To those of you that are not obsessed with this, allow me to explain. Uptime is the time your server has been up since the last boot. Who knew, right?

Uptime is just a number but the implications are vast. Uptime leads to what we call SLA’s or Service Level Agreement, which is based on how much the servers have been up on a given period as a parameter for a service agreement.

You have uptime on every computer that has been started and is still on. Let’s see how to check this on Windows 7, load up the Task Manager (usually with Ctrl+Shift+ESC key combination) and go to the “Performance” tab.

uptime on windows

Here you’ll see how long has your computer been running under “Up Time”, which has days:hours:minutes:seconds format.

On Linux is even easier, just run the following command on a console:

uptime

Opposed to uptime we have downtime and the importance of this is apparent when, for instance, you just paid for a campaign and much more users are trying to access your site and all of the sudden it cannot be accessed. Or when a disk fails, since hardware is bound to fail sooner or later and you just lost a couple thousands dollars because users cannot get to the ecommerce part of the site.

The cause of downtime may come from several sources. It could be hardware related, a router here and there that failed to transmit a packet, a thunderstorm denying a complete datacenter or it could be software related where a web server is not properly setup and it completely clogs the server or a kernel panic just blocked access to everything.

This is why we strive to have all kind of tools that ensure us that we have the best uptime possible.

Monitoring

Monitoring is the process of regularly checking your servers to see if there is something wrong. This can be done in the same network, in another network but in the same datacenter or even externally. It’s usually better to have multiple monitoring services but of course, each component adds to maintenance work.

What we usually check is load (cpu, disk, memory) and accessibility. Different types of access cuts demand for different monitoring solutions. You can have a simple one like an external site service that just tries to download a simple file from your site or you can go all the way and have a full fledged monitoring service with local agents (like Nagios for instance).

Monitoring is one thing, but as important is the time you take to respond to issues. Some systems do this automatically and let you know, some other less fortunate times require that you take care of the situation. When you are on working hours, that’s part of the job but when you are sleeping or otherwise on the road with a shaky Internet access, you start to wish that you had better redundancy in place.

Redundancy

Redundancy is just an umbrella term that refer to a set of technologies and methodologies that allow any system to have automatic disaster discovery and recovery. In other words, the system is designed in a way that in the event of a failure, backup systems will take place and the entire service keeps on running without any customer or visitor noticing.
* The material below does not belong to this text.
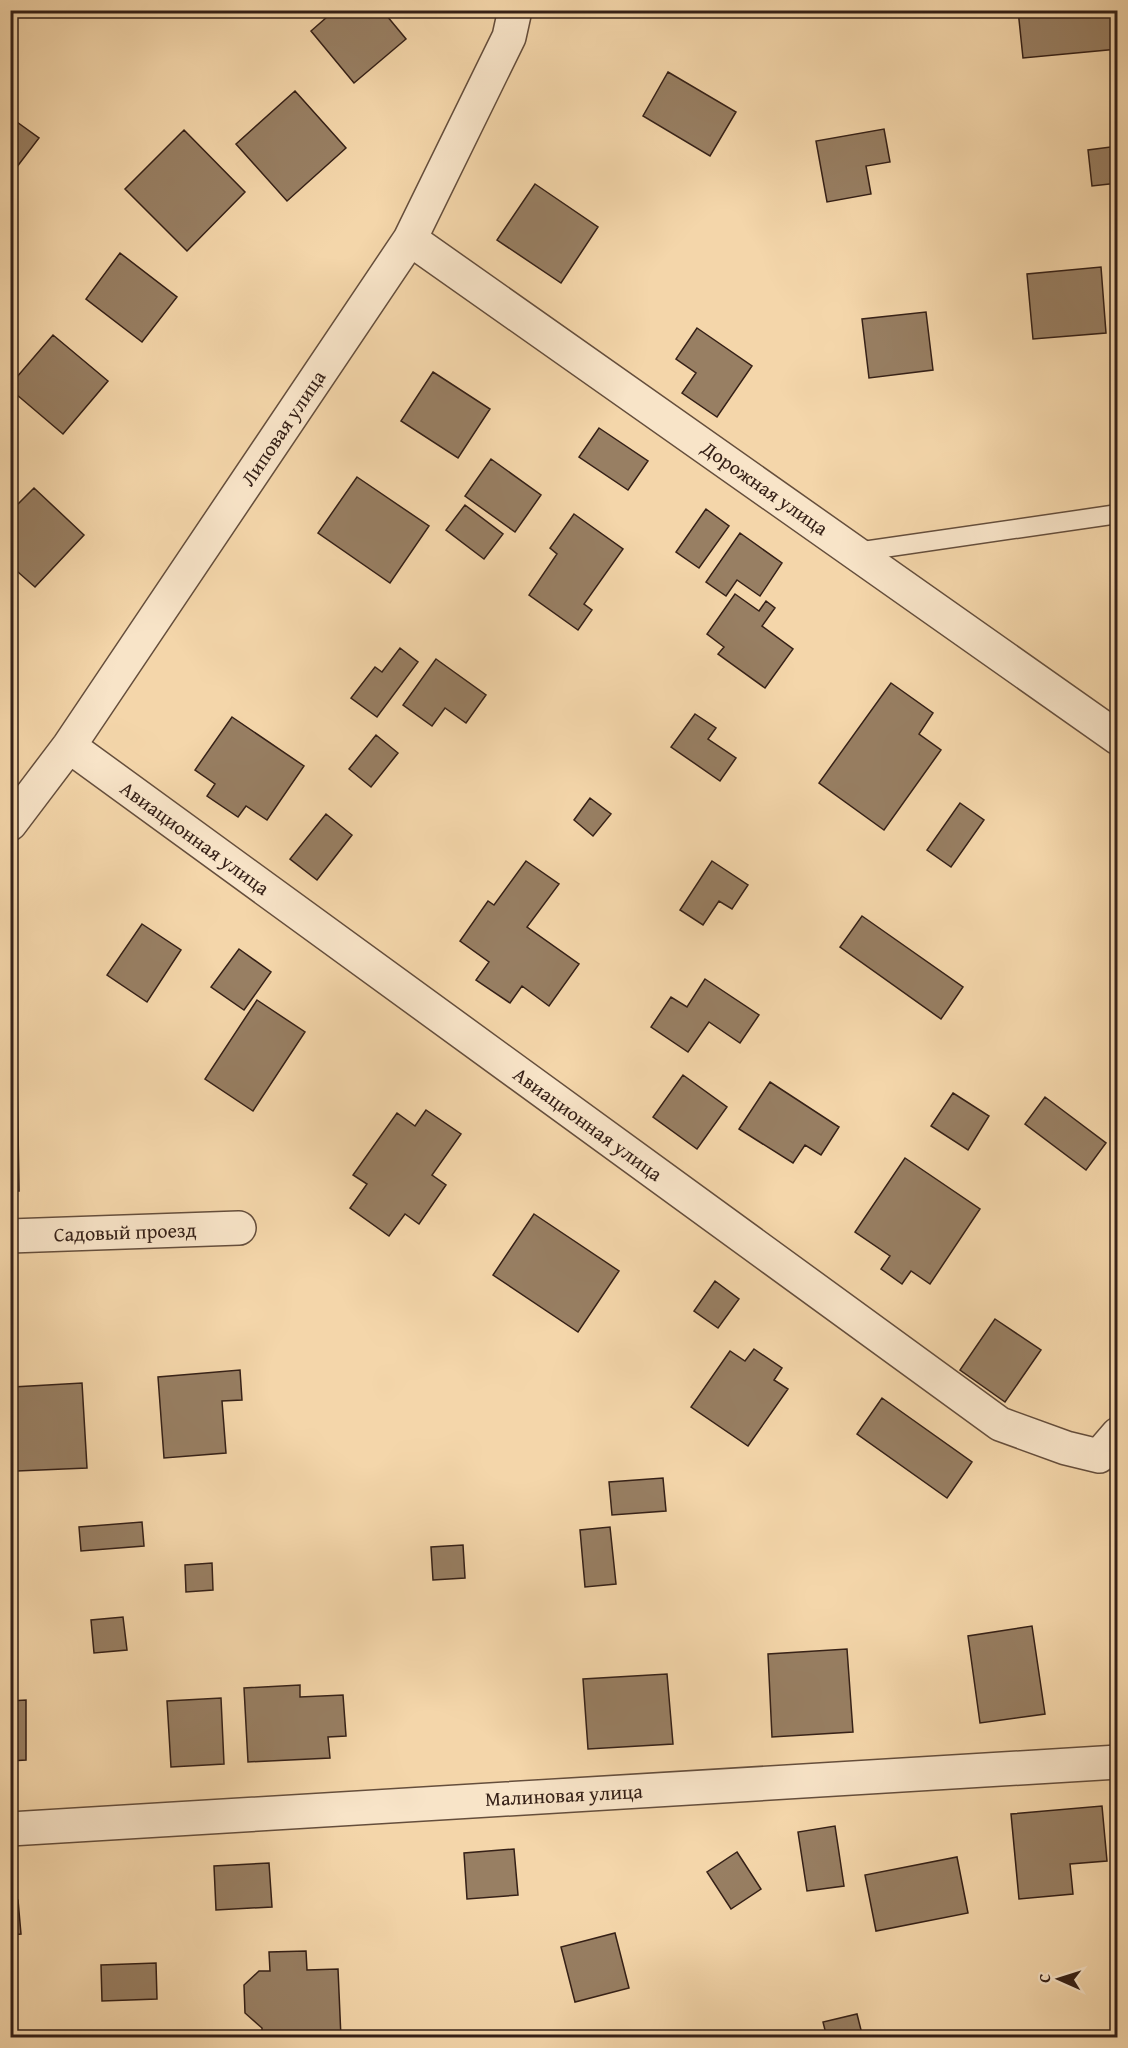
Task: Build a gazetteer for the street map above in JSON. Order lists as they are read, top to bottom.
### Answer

These systems are usually automated, leading to another node or database coming to the forefront as soon as the primary component fails. These systems are smart enough to resume normal operations, since a failing node may come back at any time. They also let you know via reporting what the problem was and if a solution took place.

There are two concepts that go hand in hand: redundancy and scalability. The reason is because they both need underlying technologies that are similar and they have to deal with elasticity, that is, being able to allocate resources when the traffic increased or when a backup system is needed.
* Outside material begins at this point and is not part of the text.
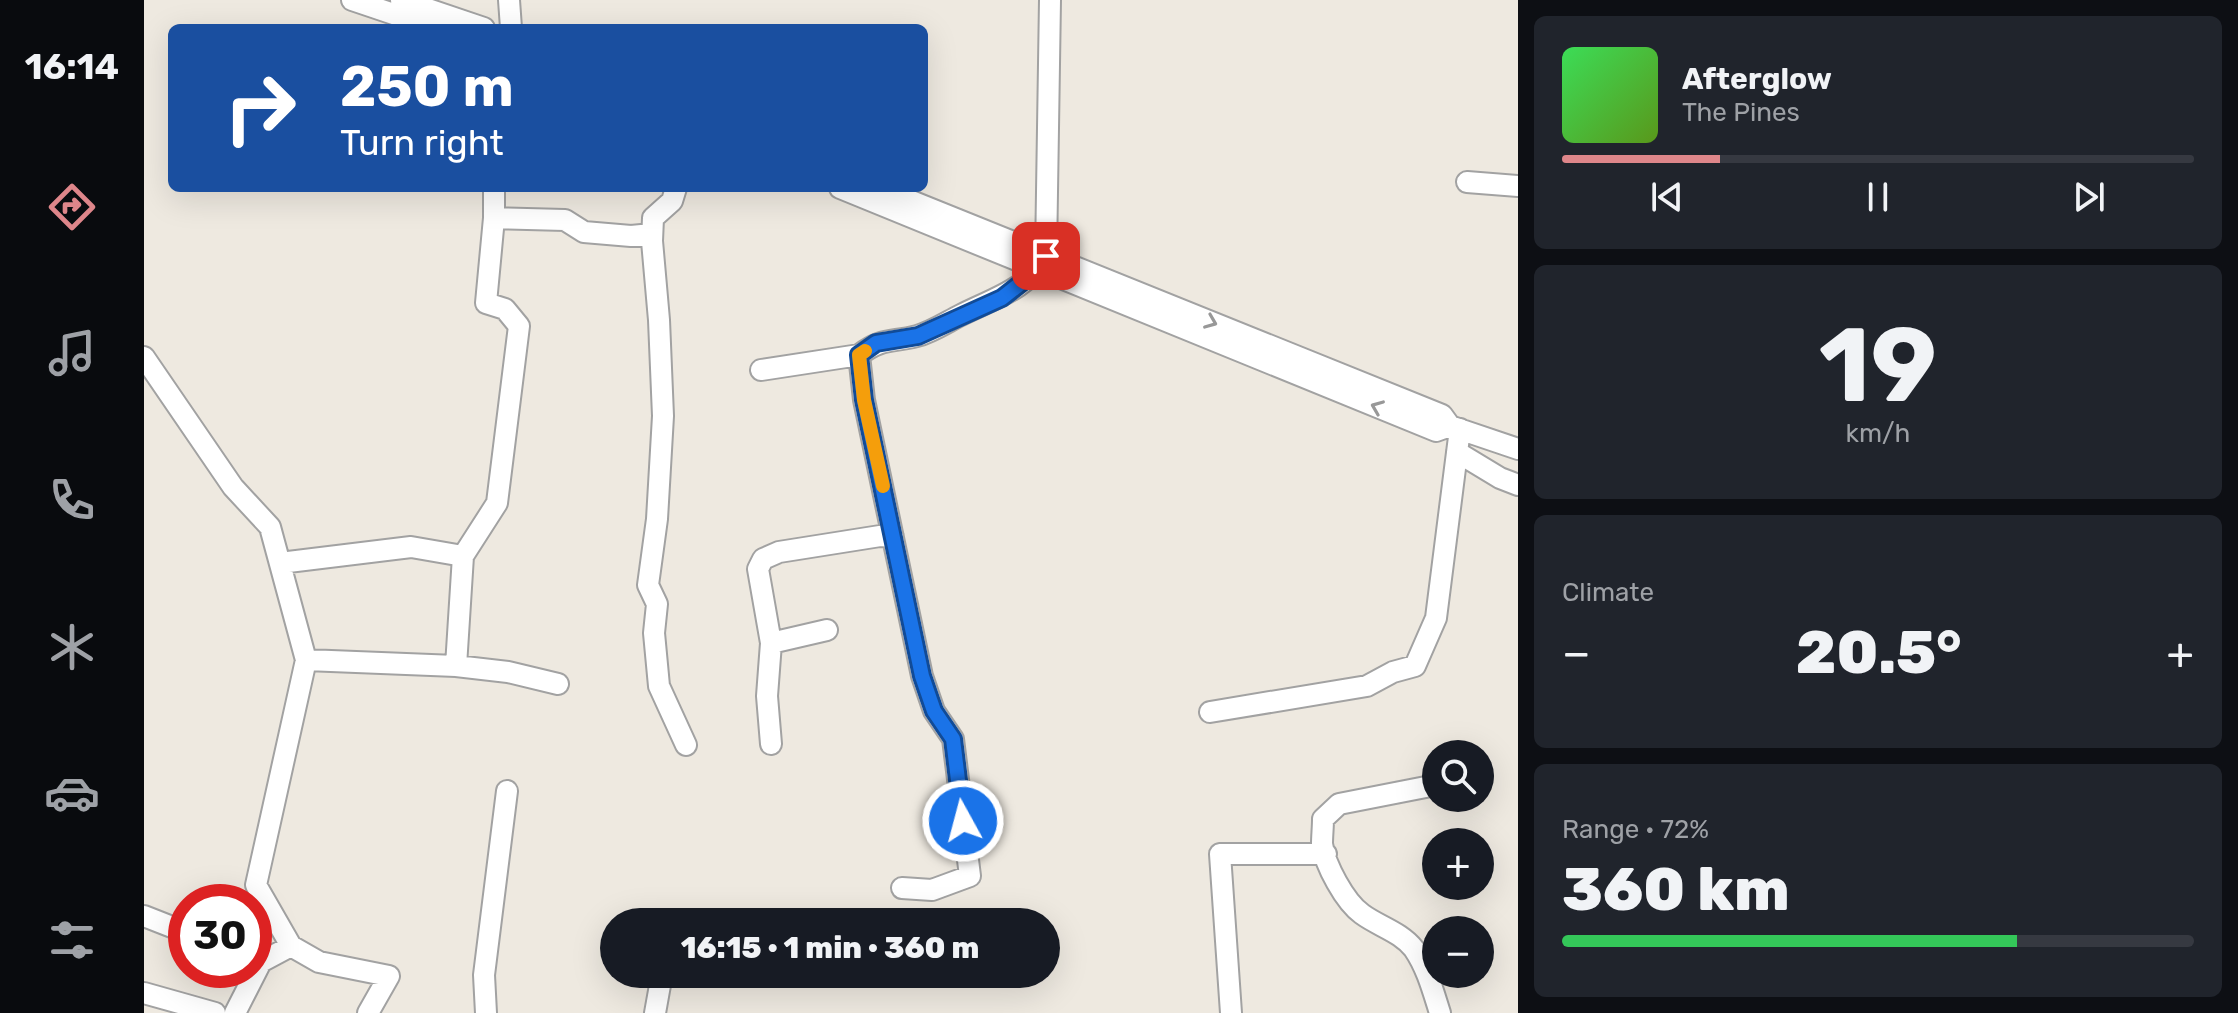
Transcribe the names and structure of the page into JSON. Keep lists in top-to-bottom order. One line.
{"page":{"tabs":"16:14","turn":["250 m","Turn right"],"song":["Afterglow","The Pines"],"tile":[["19","km/h"],"Climate",["Range · 72%","360 km"]],"heat":["−","20.5°","+"],"map_buttons":["+","−"],"limit":"30","trip":"16:15 · 1 min · 360 m"}}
Some concrete examples include a webserver that has a load balancer as a point of entry. The load balancer knows which web servers are available and redirects traffic accordingly. What if one of the web servers fails? The load balancer will take notice on the next probing and then remove that from the request queue. The probing will continue until that web server is back online, which could be automatically or manually.

Another common example is when you have a database. With replication you could have that database synchronized against other servers that will become the master once the primary fails. There are a lot of headaches associated to this but the point is that while it’s almost impossible to achieve 100% uptime, the more time your server is available, the better.

Which leads us to the nine nines. You have probably seen this term tossed around the web. It’s basically a way to describe how reliable a system is in terms of uptime. You can check the Wikipedia article for more information.

Planning ahead

Are we expected to solve all of this as soon as a server fails? It sounds complex! Well, that’s because it is and why is better to plan ahead.

Planning ahead means taking the estimated traffic into consideration when designing the system. Cloud computing in that regard is great, because it lets you easily add resources (or remove them) without having to worry about calling your hardware provider only to realize that you didn’t need them anymore or that you needed even more hardware.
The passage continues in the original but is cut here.